(Data supplied)

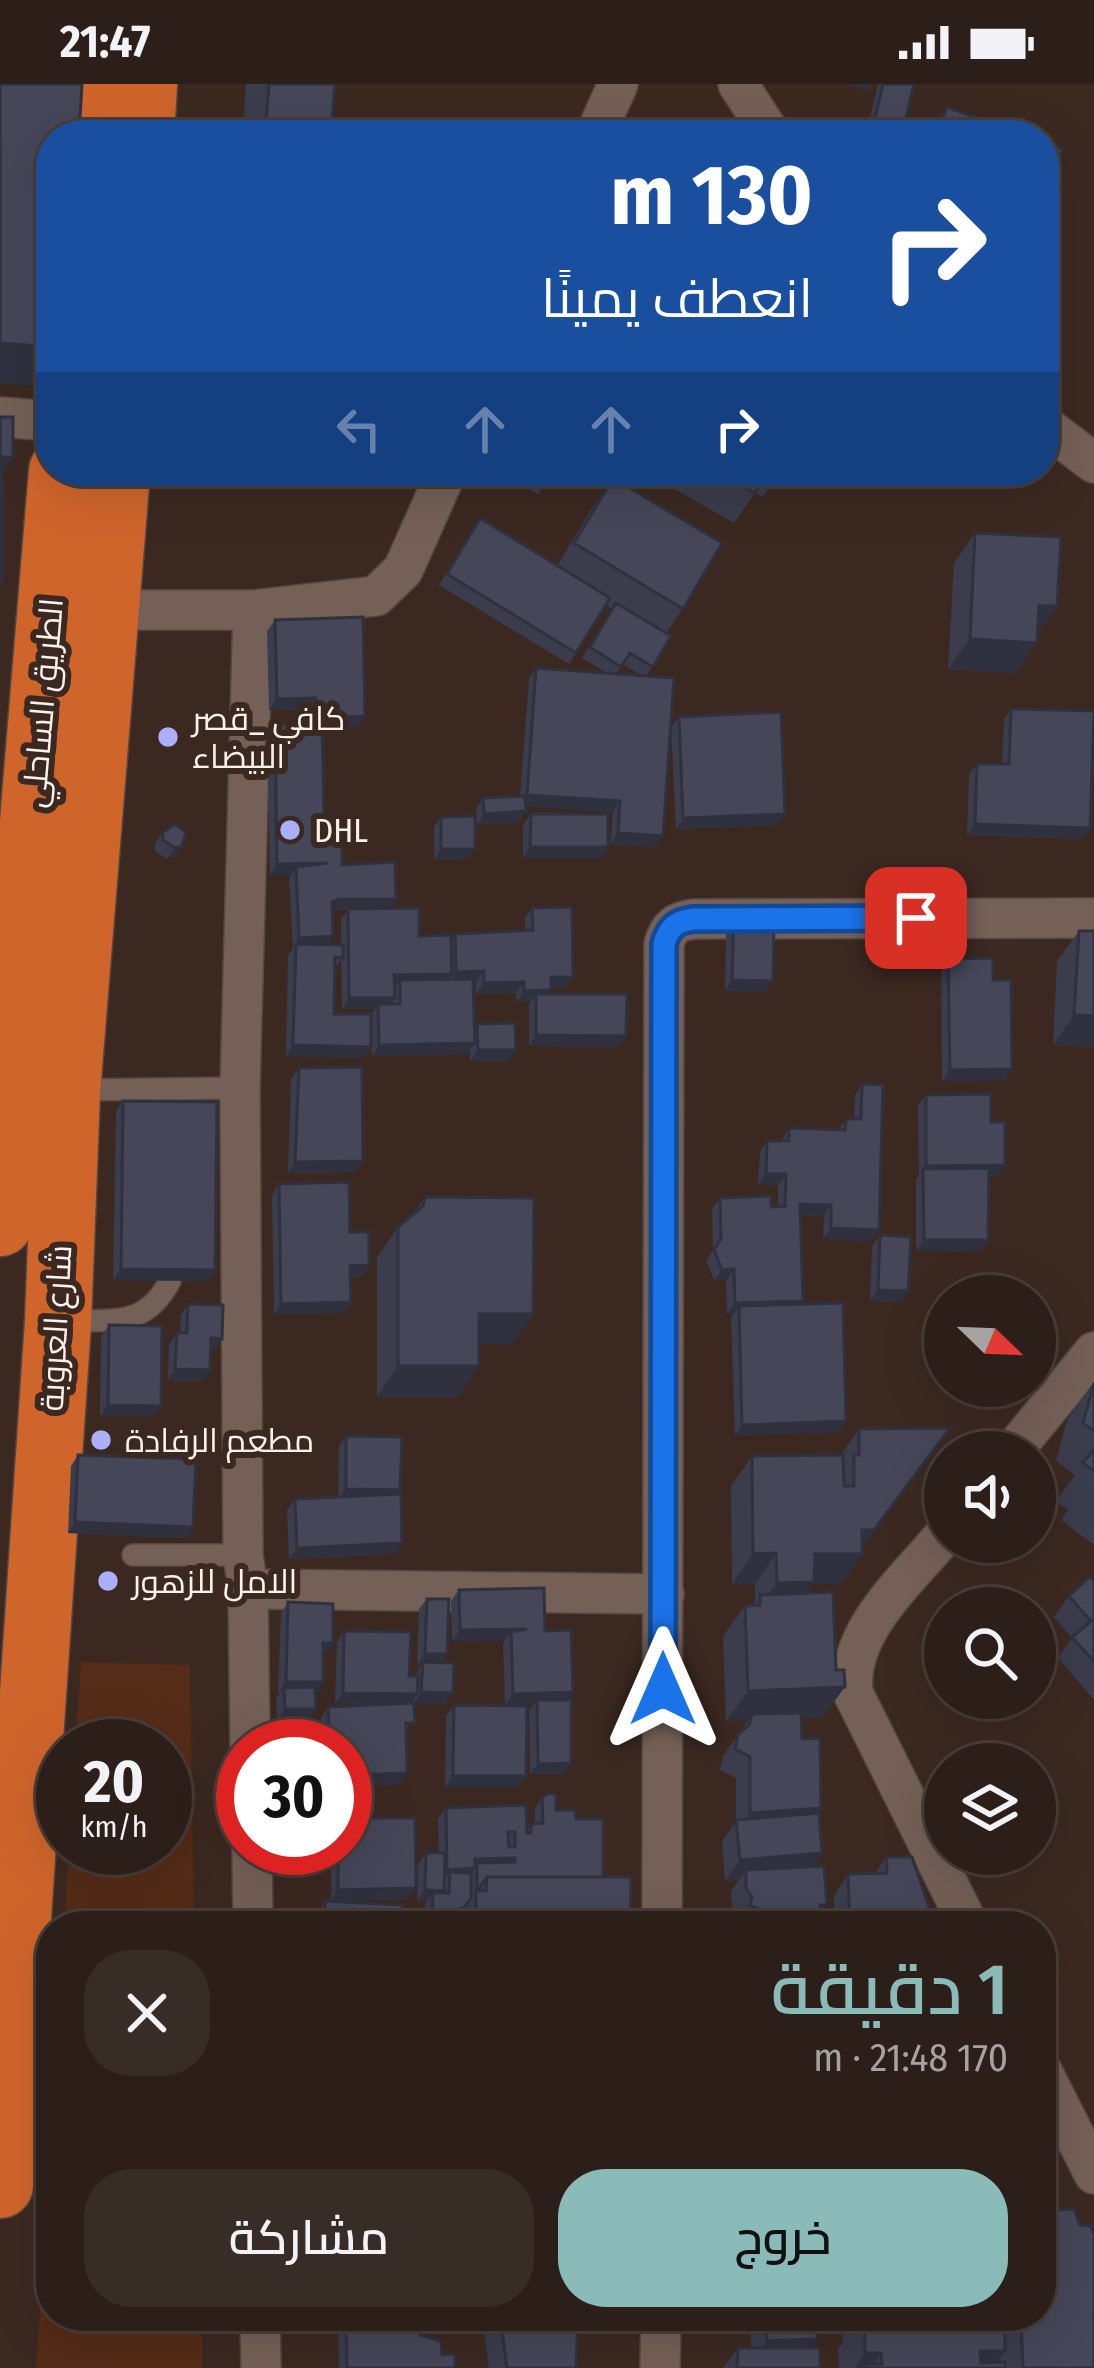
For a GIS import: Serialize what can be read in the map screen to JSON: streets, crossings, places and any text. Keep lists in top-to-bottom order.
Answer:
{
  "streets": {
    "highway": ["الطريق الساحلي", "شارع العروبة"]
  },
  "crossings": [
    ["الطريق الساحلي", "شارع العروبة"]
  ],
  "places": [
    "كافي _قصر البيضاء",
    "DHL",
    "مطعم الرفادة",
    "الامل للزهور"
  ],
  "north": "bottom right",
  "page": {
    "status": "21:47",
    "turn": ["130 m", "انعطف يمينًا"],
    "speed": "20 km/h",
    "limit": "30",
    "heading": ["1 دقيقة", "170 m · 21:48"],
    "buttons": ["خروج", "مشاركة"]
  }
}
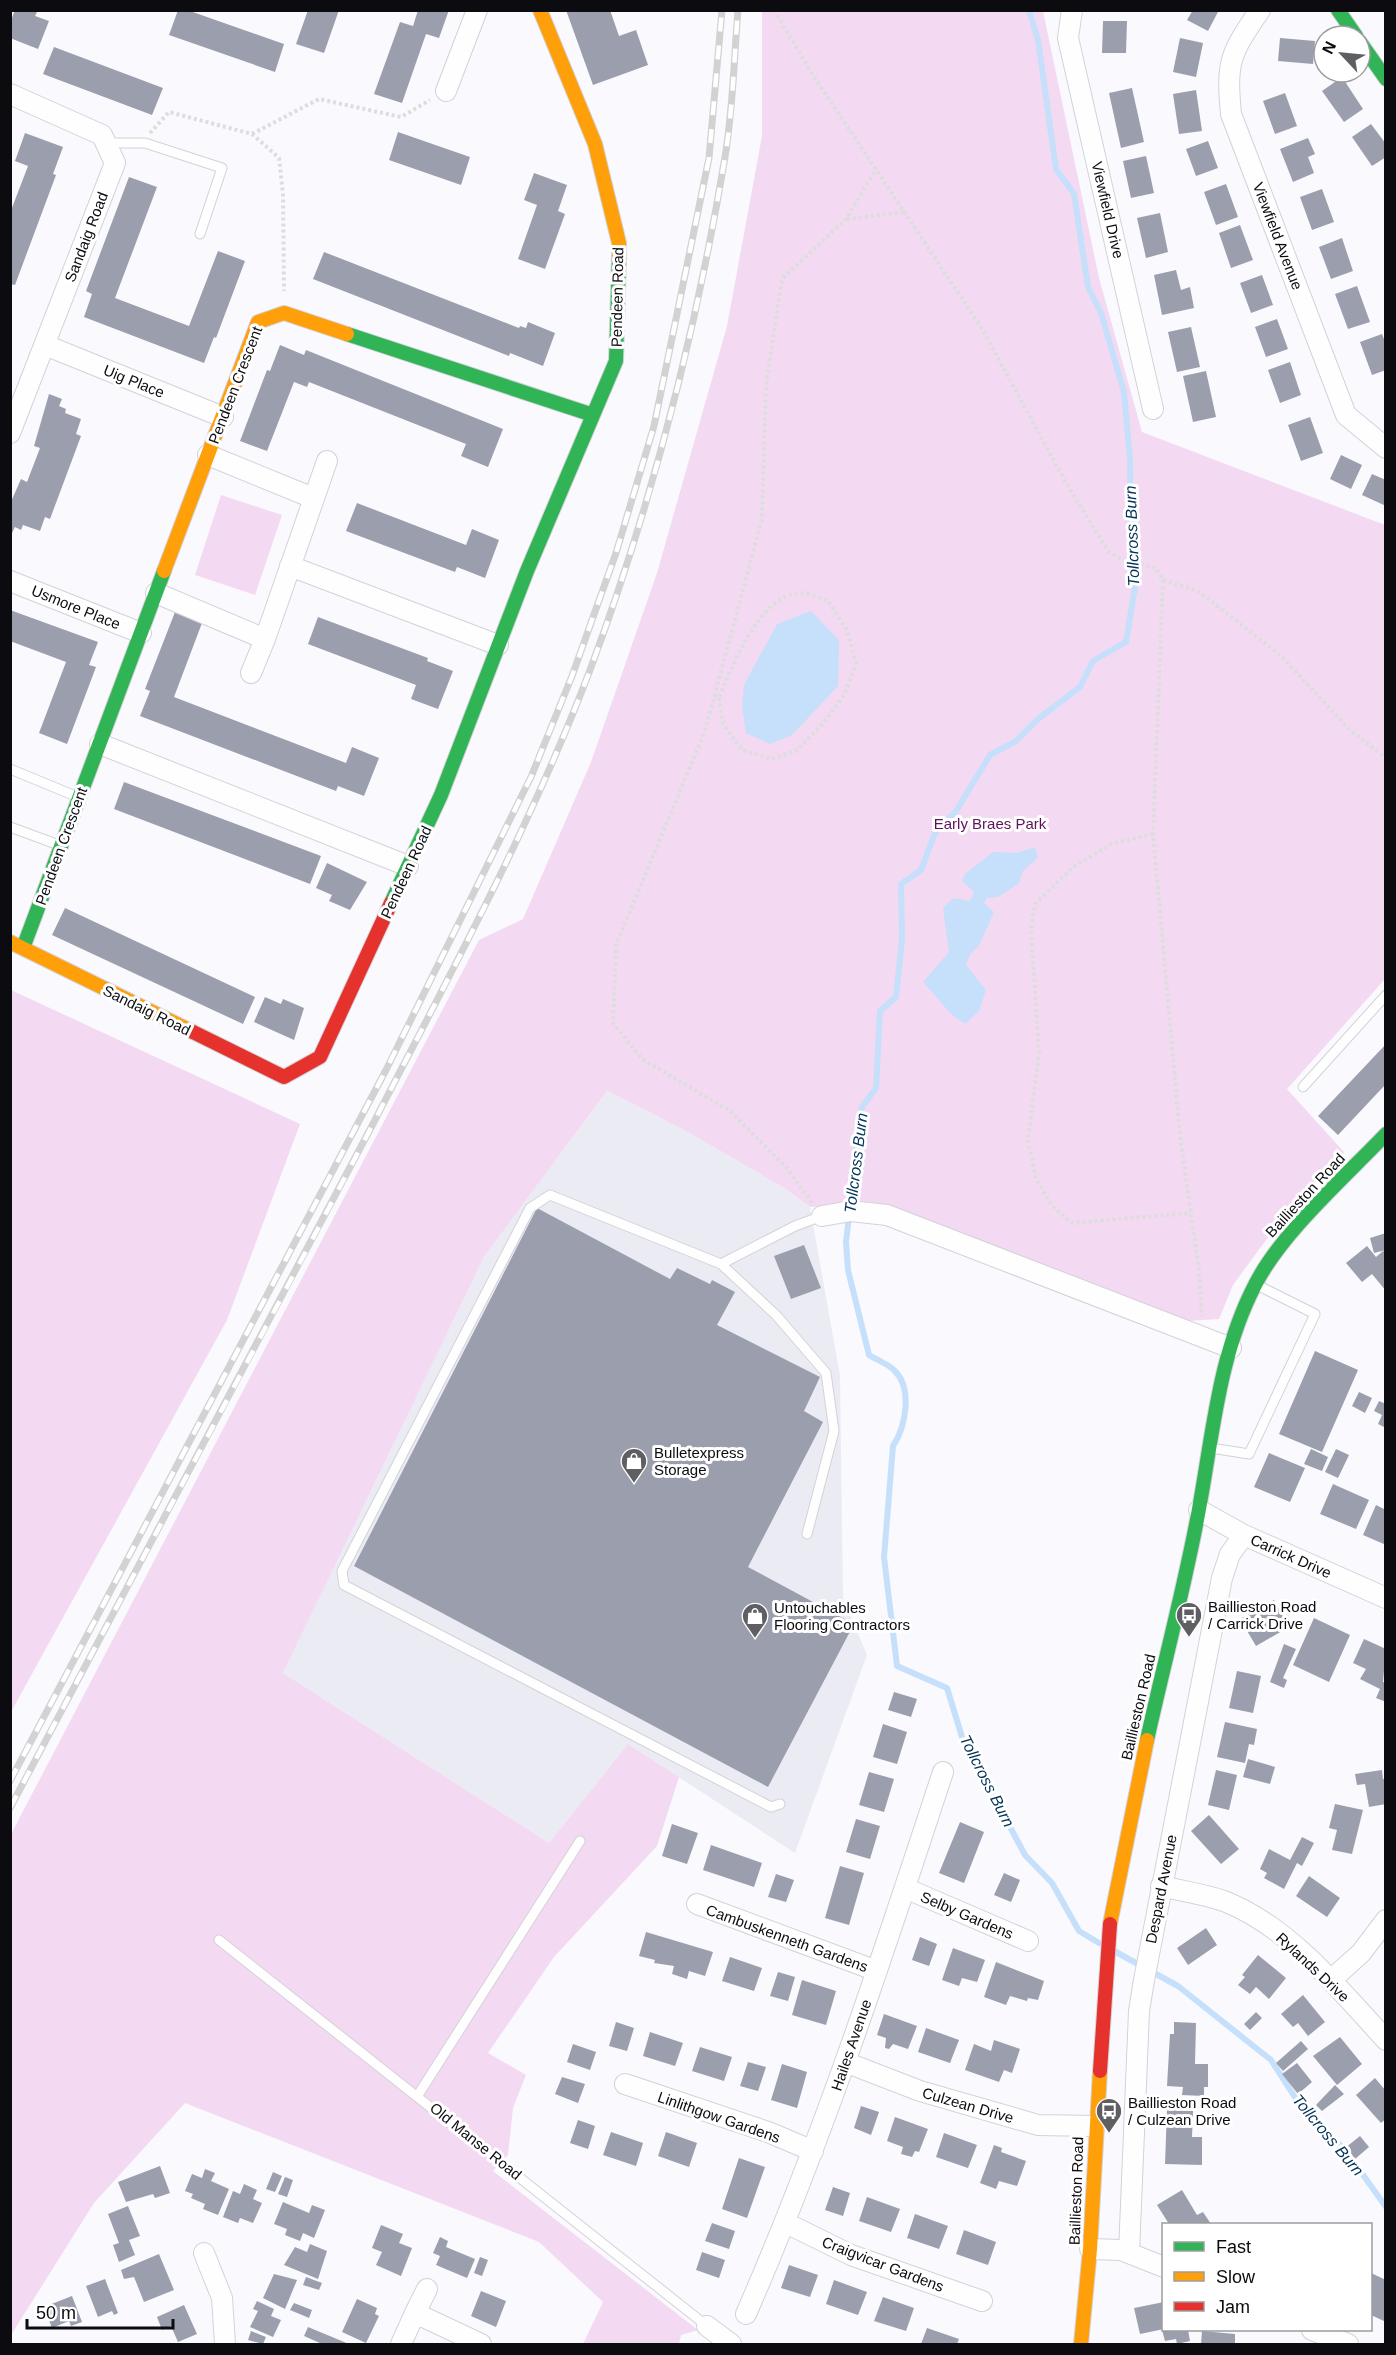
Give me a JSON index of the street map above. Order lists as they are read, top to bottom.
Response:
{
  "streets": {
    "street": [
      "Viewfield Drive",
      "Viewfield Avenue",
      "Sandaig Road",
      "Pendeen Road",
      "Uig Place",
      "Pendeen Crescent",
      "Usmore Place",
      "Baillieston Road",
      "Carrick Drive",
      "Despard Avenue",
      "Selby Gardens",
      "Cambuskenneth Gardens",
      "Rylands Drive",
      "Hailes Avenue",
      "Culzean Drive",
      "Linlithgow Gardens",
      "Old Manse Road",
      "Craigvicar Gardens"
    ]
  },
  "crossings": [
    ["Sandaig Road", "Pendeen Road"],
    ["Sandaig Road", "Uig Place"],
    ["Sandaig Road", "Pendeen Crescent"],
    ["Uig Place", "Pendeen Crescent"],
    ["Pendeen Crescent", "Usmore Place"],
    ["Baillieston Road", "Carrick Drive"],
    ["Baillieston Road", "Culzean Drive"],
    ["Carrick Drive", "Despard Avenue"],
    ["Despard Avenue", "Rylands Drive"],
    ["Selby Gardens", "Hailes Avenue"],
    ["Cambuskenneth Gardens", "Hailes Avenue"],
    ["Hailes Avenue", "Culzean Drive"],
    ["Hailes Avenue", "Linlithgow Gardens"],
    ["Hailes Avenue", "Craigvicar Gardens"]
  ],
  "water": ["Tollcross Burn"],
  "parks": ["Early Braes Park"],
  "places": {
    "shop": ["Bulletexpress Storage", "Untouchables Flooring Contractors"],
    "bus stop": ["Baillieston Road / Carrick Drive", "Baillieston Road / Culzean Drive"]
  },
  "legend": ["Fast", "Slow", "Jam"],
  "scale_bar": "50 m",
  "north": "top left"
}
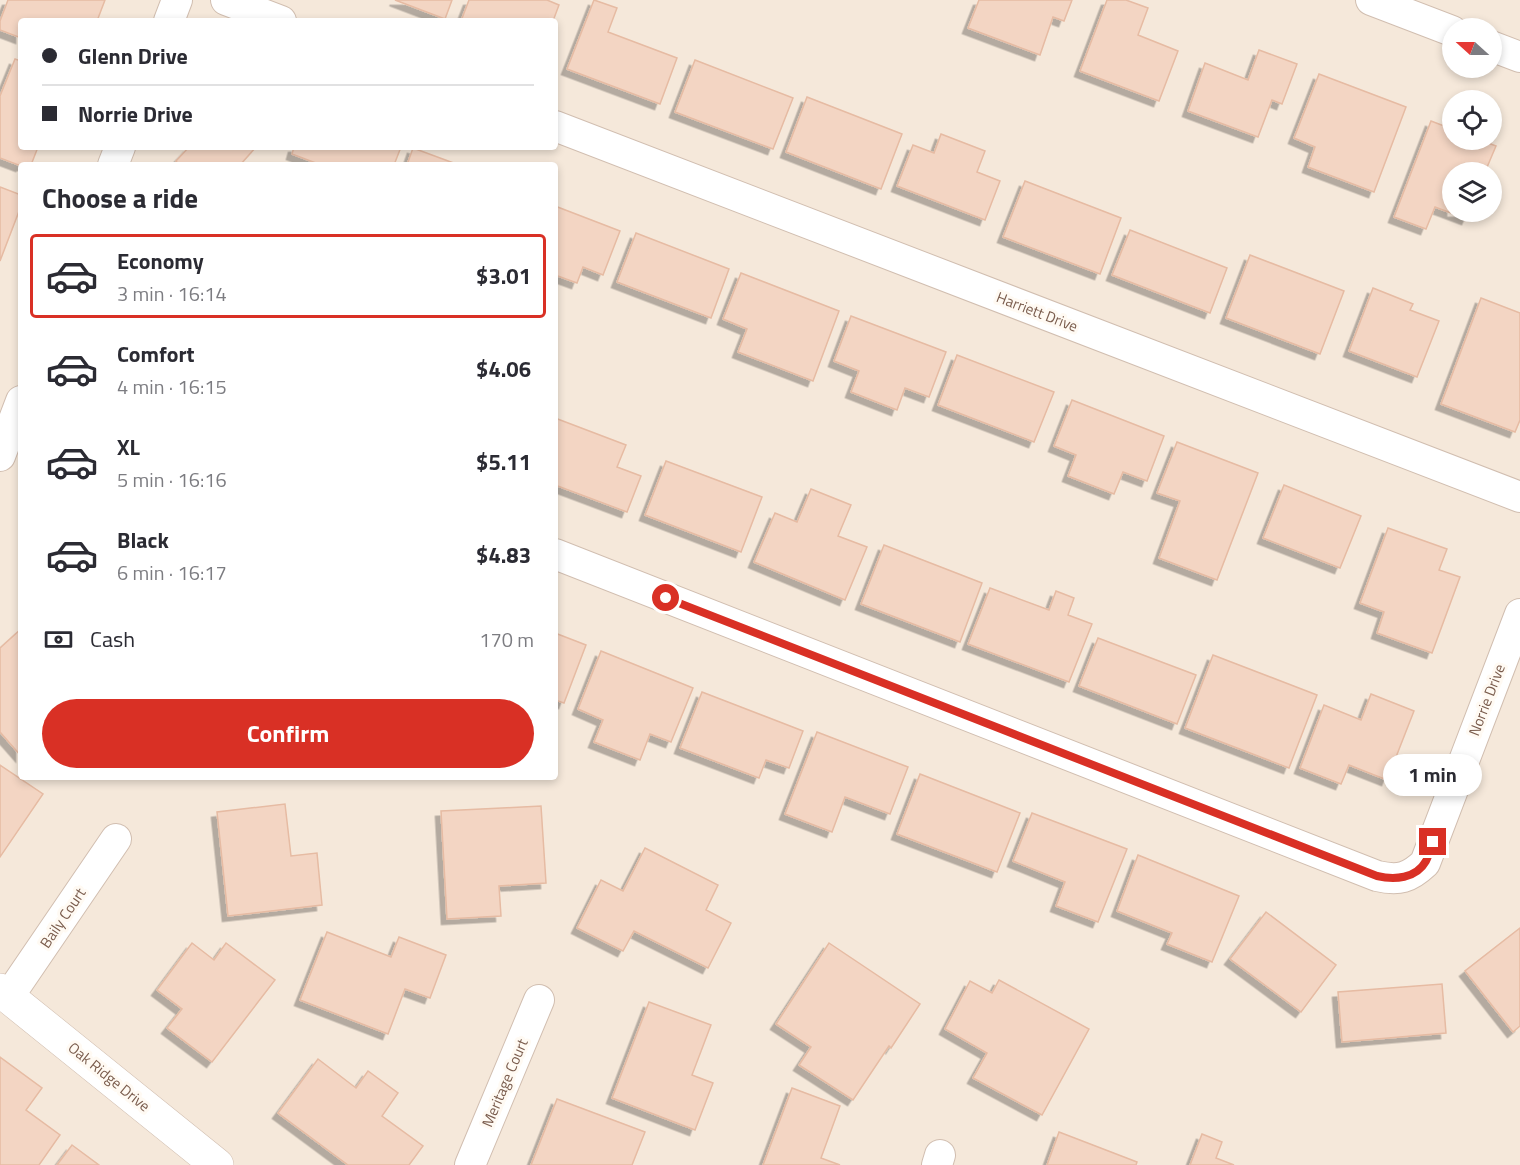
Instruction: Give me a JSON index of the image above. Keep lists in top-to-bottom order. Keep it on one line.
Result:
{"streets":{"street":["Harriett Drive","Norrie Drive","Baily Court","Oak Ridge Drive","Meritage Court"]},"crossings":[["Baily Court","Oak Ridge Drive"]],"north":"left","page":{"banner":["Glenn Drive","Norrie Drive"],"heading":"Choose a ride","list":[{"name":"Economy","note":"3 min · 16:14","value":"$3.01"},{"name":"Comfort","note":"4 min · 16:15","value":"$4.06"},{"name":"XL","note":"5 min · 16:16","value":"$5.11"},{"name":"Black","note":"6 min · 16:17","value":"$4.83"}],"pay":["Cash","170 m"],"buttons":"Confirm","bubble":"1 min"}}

(End Data supplied)

### Task goal
Leave out the pictures and output the rest of the records exactly.

### Answer below
For a GIS import: Serialize what can be read in the map screen to JSON: streets, crossings, places and any text. Keep lists in top-to-bottom order.
Answer:
{
  "streets": {
    "highway": ["الطريق الساحلي", "شارع العروبة"]
  },
  "crossings": [
    ["الطريق الساحلي", "شارع العروبة"]
  ],
  "places": [
    "كافي _قصر البيضاء",
    "DHL",
    "مطعم الرفادة",
    "الامل للزهور"
  ],
  "north": "bottom right",
  "page": {
    "status": "21:47",
    "turn": ["130 m", "انعطف يمينًا"],
    "speed": "20 km/h",
    "limit": "30",
    "heading": ["1 دقيقة", "170 m · 21:48"],
    "buttons": ["خروج", "مشاركة"]
  }
}
Give me a JSON index of the street map above. Order lists as they are read, top to bottom.
Response:
{
  "streets": {
    "street": [
      "Viewfield Drive",
      "Viewfield Avenue",
      "Sandaig Road",
      "Pendeen Road",
      "Uig Place",
      "Pendeen Crescent",
      "Usmore Place",
      "Baillieston Road",
      "Carrick Drive",
      "Despard Avenue",
      "Selby Gardens",
      "Cambuskenneth Gardens",
      "Rylands Drive",
      "Hailes Avenue",
      "Culzean Drive",
      "Linlithgow Gardens",
      "Old Manse Road",
      "Craigvicar Gardens"
    ]
  },
  "crossings": [
    ["Sandaig Road", "Pendeen Road"],
    ["Sandaig Road", "Uig Place"],
    ["Sandaig Road", "Pendeen Crescent"],
    ["Uig Place", "Pendeen Crescent"],
    ["Pendeen Crescent", "Usmore Place"],
    ["Baillieston Road", "Carrick Drive"],
    ["Baillieston Road", "Culzean Drive"],
    ["Carrick Drive", "Despard Avenue"],
    ["Despard Avenue", "Rylands Drive"],
    ["Selby Gardens", "Hailes Avenue"],
    ["Cambuskenneth Gardens", "Hailes Avenue"],
    ["Hailes Avenue", "Culzean Drive"],
    ["Hailes Avenue", "Linlithgow Gardens"],
    ["Hailes Avenue", "Craigvicar Gardens"]
  ],
  "water": ["Tollcross Burn"],
  "parks": ["Early Braes Park"],
  "places": {
    "shop": ["Bulletexpress Storage", "Untouchables Flooring Contractors"],
    "bus stop": ["Baillieston Road / Carrick Drive", "Baillieston Road / Culzean Drive"]
  },
  "legend": ["Fast", "Slow", "Jam"],
  "scale_bar": "50 m",
  "north": "top left"
}
Instruction: Give me a JSON index of the image above. Keep lists in top-to-bottom order. Keep it on one line.
Result:
{"streets":{"street":["Harriett Drive","Norrie Drive","Baily Court","Oak Ridge Drive","Meritage Court"]},"crossings":[["Baily Court","Oak Ridge Drive"]],"north":"left","page":{"banner":["Glenn Drive","Norrie Drive"],"heading":"Choose a ride","list":[{"name":"Economy","note":"3 min · 16:14","value":"$3.01"},{"name":"Comfort","note":"4 min · 16:15","value":"$4.06"},{"name":"XL","note":"5 min · 16:16","value":"$5.11"},{"name":"Black","note":"6 min · 16:17","value":"$4.83"}],"pay":["Cash","170 m"],"buttons":"Confirm","bubble":"1 min"}}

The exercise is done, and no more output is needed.